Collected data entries
———
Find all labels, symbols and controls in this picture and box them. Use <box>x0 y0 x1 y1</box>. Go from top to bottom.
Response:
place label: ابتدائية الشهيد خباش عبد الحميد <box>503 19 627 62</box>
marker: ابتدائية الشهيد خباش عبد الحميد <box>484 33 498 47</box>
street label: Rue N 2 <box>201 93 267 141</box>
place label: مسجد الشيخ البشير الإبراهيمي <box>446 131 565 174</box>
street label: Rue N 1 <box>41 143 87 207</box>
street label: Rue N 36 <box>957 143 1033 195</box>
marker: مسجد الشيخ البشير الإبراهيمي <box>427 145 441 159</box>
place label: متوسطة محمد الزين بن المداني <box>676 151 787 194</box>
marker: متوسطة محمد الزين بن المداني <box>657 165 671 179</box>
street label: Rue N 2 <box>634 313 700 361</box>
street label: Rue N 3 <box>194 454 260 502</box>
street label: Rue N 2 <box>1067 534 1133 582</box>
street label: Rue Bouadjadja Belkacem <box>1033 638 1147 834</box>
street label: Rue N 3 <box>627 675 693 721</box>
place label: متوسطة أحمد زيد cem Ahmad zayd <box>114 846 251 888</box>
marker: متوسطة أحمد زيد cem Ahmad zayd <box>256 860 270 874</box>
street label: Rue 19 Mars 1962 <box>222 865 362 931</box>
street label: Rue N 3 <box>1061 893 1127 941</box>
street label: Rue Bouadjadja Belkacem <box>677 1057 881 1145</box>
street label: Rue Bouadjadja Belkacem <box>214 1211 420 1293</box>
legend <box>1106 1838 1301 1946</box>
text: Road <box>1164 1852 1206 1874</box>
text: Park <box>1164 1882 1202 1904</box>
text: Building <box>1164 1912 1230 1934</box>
———
▶ _WHAT NEEDS TO BE DONE_
Each of the entries must be written out again exactly.

▶ _REPLY_
Find all labels, symbols and controls in this picture and box them. Use <box>x0 y0 x1 y1</box>. Go from top to bottom.
Response:
place label: ابتدائية الشهيد خباش عبد الحميد <box>503 19 627 62</box>
marker: ابتدائية الشهيد خباش عبد الحميد <box>484 33 498 47</box>
street label: Rue N 2 <box>201 93 267 141</box>
place label: مسجد الشيخ البشير الإبراهيمي <box>446 131 565 174</box>
street label: Rue N 1 <box>41 143 87 207</box>
street label: Rue N 36 <box>957 143 1033 195</box>
marker: مسجد الشيخ البشير الإبراهيمي <box>427 145 441 159</box>
place label: متوسطة محمد الزين بن المداني <box>676 151 787 194</box>
marker: متوسطة محمد الزين بن المداني <box>657 165 671 179</box>
street label: Rue N 2 <box>634 313 700 361</box>
street label: Rue N 3 <box>194 454 260 502</box>
street label: Rue N 2 <box>1067 534 1133 582</box>
street label: Rue Bouadjadja Belkacem <box>1033 638 1147 834</box>
street label: Rue N 3 <box>627 675 693 721</box>
place label: متوسطة أحمد زيد cem Ahmad zayd <box>114 846 251 888</box>
marker: متوسطة أحمد زيد cem Ahmad zayd <box>256 860 270 874</box>
street label: Rue 19 Mars 1962 <box>222 865 362 931</box>
street label: Rue N 3 <box>1061 893 1127 941</box>
street label: Rue Bouadjadja Belkacem <box>677 1057 881 1145</box>
street label: Rue Bouadjadja Belkacem <box>214 1211 420 1293</box>
legend <box>1106 1838 1301 1946</box>
text: Road <box>1164 1852 1206 1874</box>
text: Park <box>1164 1882 1202 1904</box>
text: Building <box>1164 1912 1230 1934</box>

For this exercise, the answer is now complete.